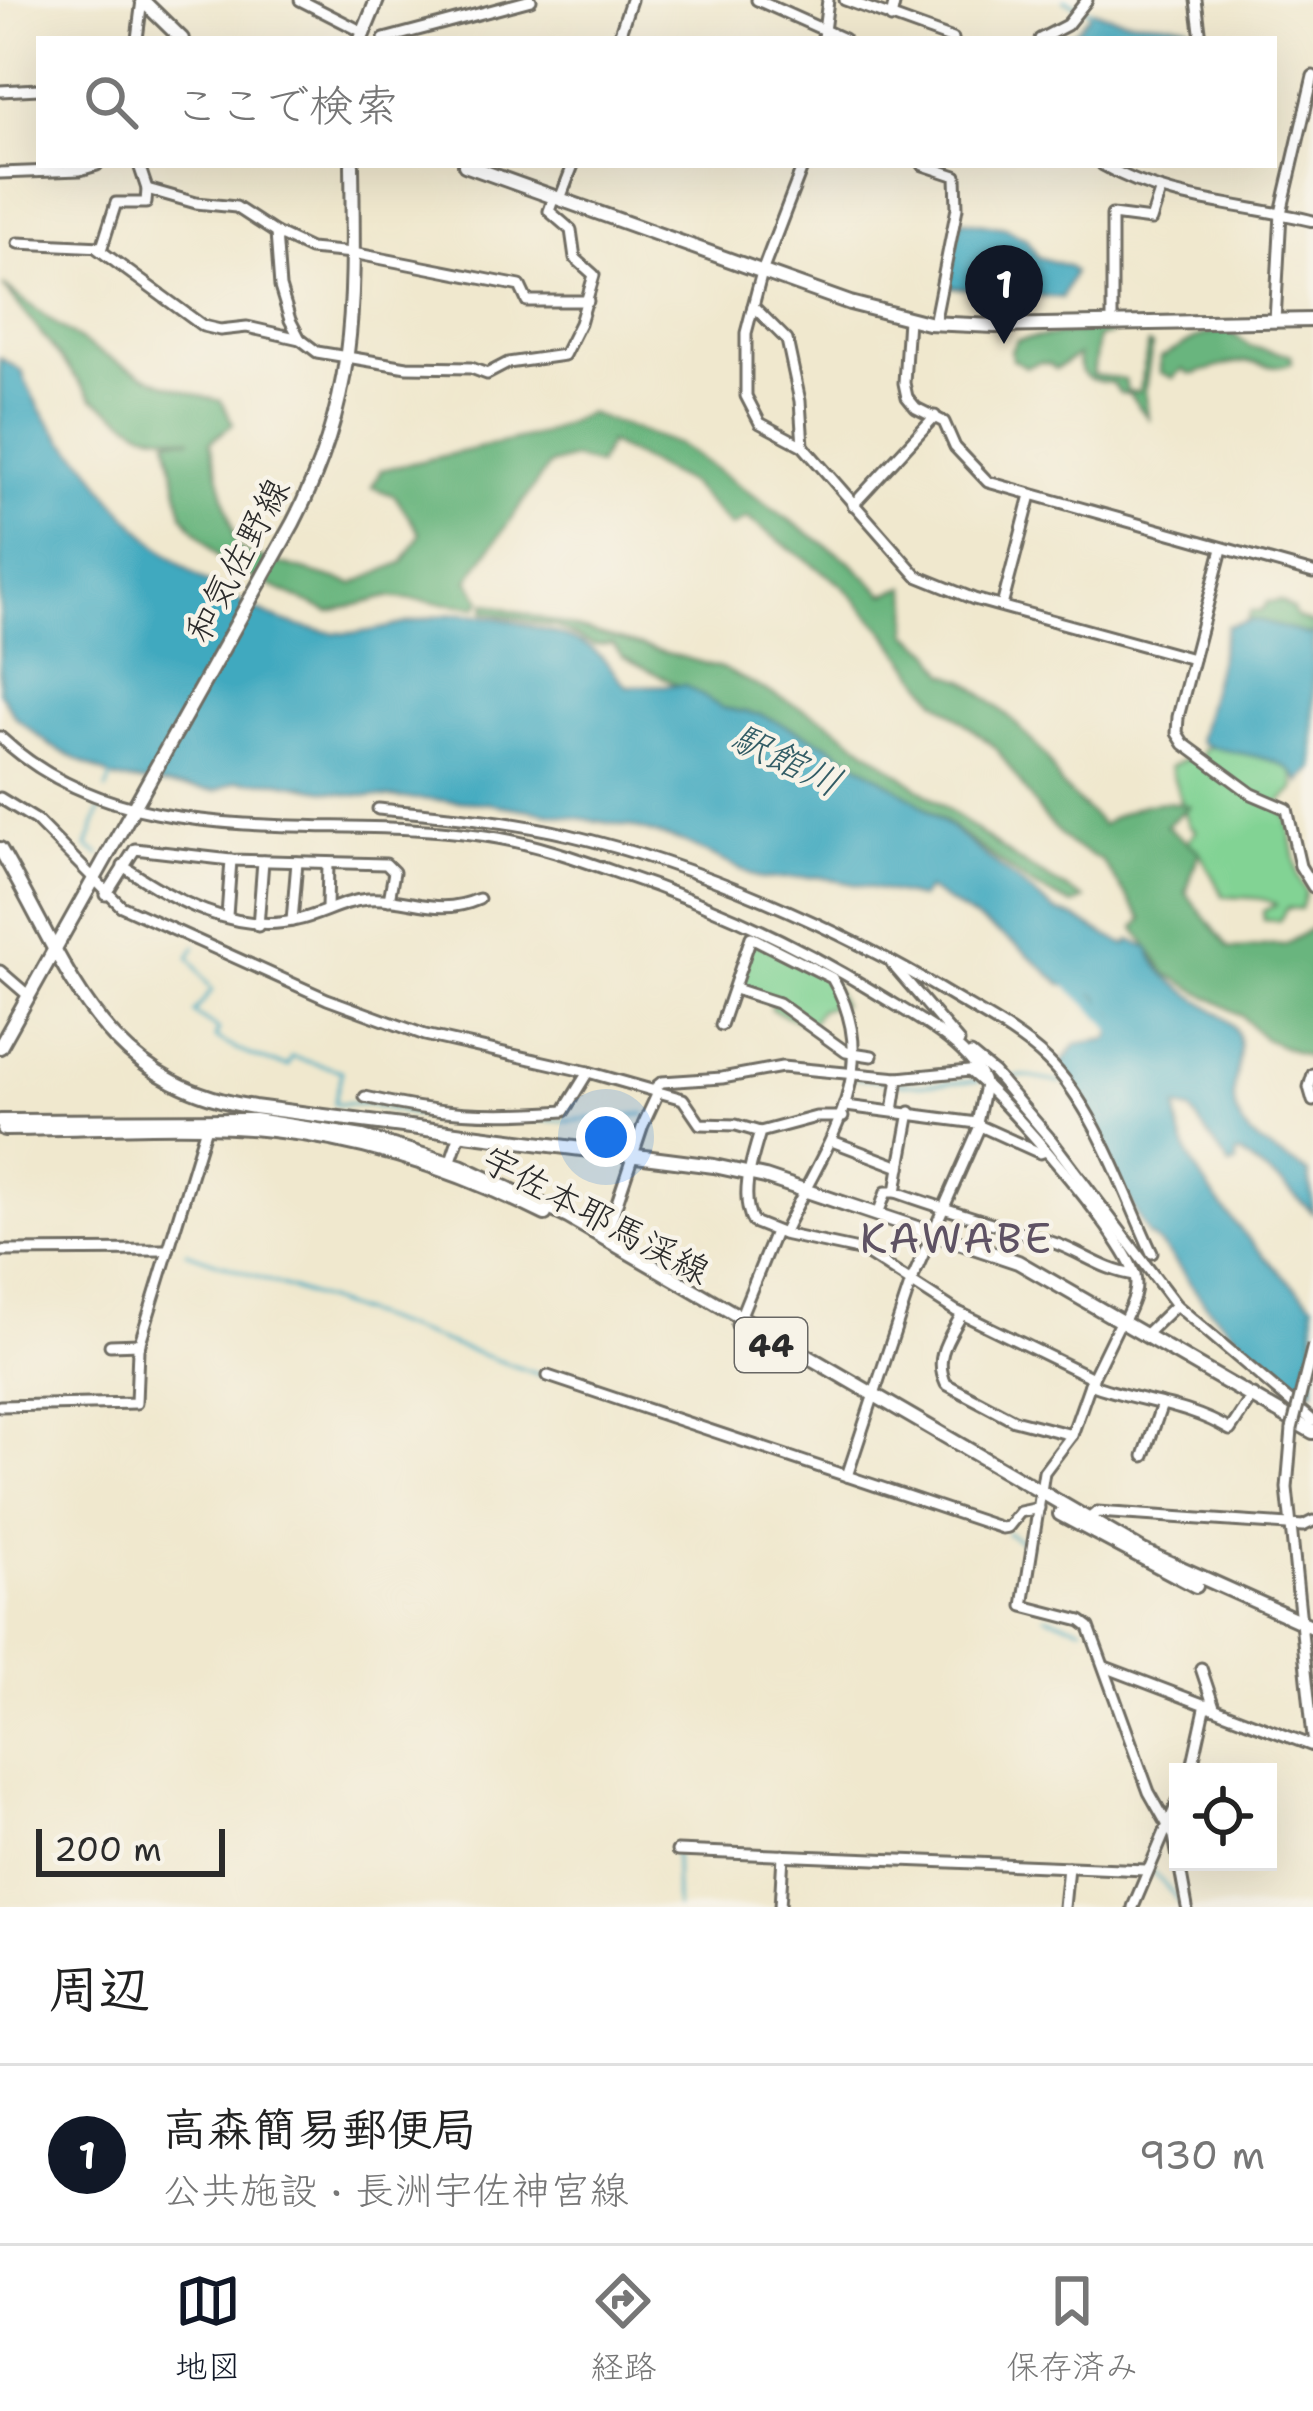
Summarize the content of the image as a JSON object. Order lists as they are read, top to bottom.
{
  "streets": {
    "main road": ["和気佐野線", "宇佐本耶馬渓線", "44"]
  },
  "crossings": [
    ["和気佐野線", "宇佐本耶馬渓線"]
  ],
  "districts": ["KAWABE"],
  "water": ["駅館川"],
  "scale_bar": "200 m",
  "page": {
    "search": "ここで検索",
    "pins": "1",
    "scale": "200 m",
    "heading": "周辺",
    "list": [
      {
        "mark": "1",
        "name": "高森簡易郵便局",
        "note": "公共施設 · 長洲宇佐神宮線",
        "value": "930 m"
      }
    ],
    "nav": ["地図", "経路", "保存済み"]
  }
}
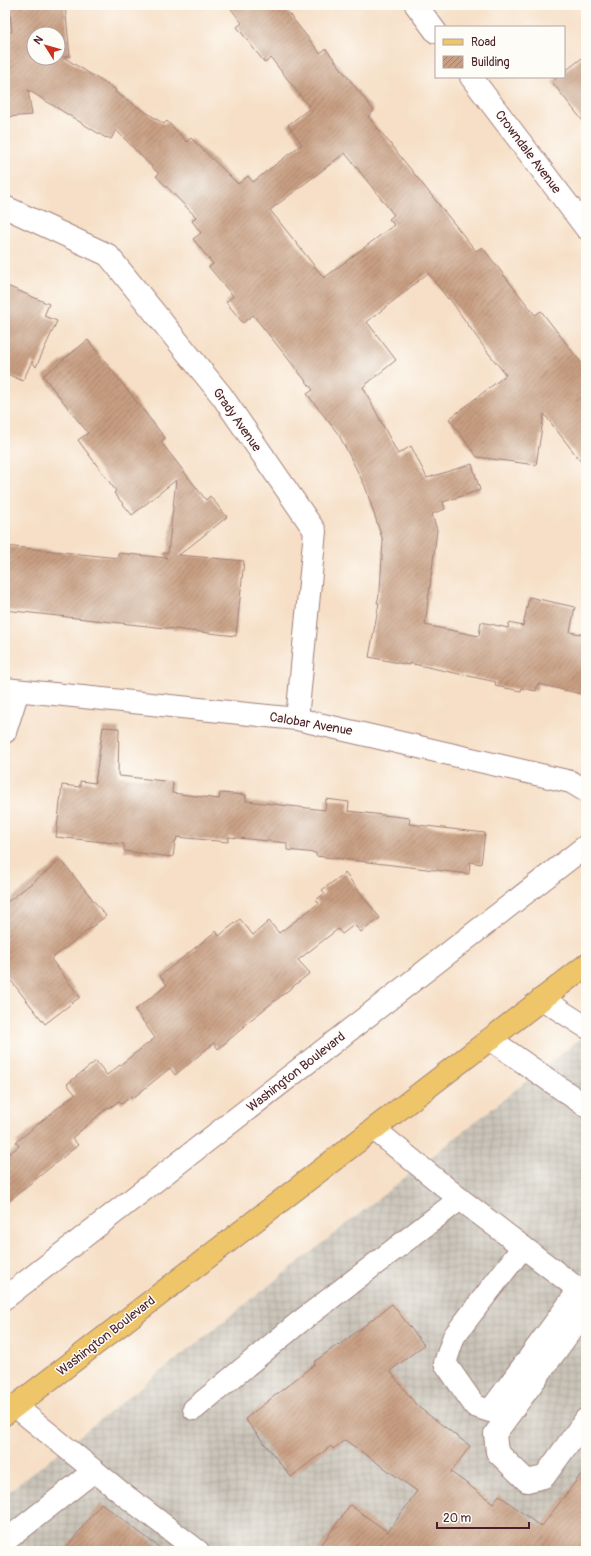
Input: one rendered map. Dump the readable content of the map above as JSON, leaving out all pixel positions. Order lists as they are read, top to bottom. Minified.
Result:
{"streets":{"main road":["Washington Boulevard"],"street":["Crowndale Avenue","Grady Avenue","Calobar Avenue"]},"crossings":[["Grady Avenue","Calobar Avenue"]],"legend":["Road","Building"],"scale_bar":"20 m","north":"top left"}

# [What needs to be done]
If an entry above holds a picture, leave that picture out and print the rest exactly.

# [Answer]
Summarize the content of the image as a JSON object. Order lists as they are read, top to bottom.
{
  "streets": {
    "main road": ["和気佐野線", "宇佐本耶馬渓線", "44"]
  },
  "crossings": [
    ["和気佐野線", "宇佐本耶馬渓線"]
  ],
  "districts": ["KAWABE"],
  "water": ["駅館川"],
  "scale_bar": "200 m",
  "page": {
    "search": "ここで検索",
    "pins": "1",
    "scale": "200 m",
    "heading": "周辺",
    "list": [
      {
        "mark": "1",
        "name": "高森簡易郵便局",
        "note": "公共施設 · 長洲宇佐神宮線",
        "value": "930 m"
      }
    ],
    "nav": ["地図", "経路", "保存済み"]
  }
}
Input: one rendered map. Dump the readable content of the map above as JSON, leaving out all pixel positions. Order lists as they are read, top to bottom. Minified.
Result:
{"streets":{"main road":["Washington Boulevard"],"street":["Crowndale Avenue","Grady Avenue","Calobar Avenue"]},"crossings":[["Grady Avenue","Calobar Avenue"]],"legend":["Road","Building"],"scale_bar":"20 m","north":"top left"}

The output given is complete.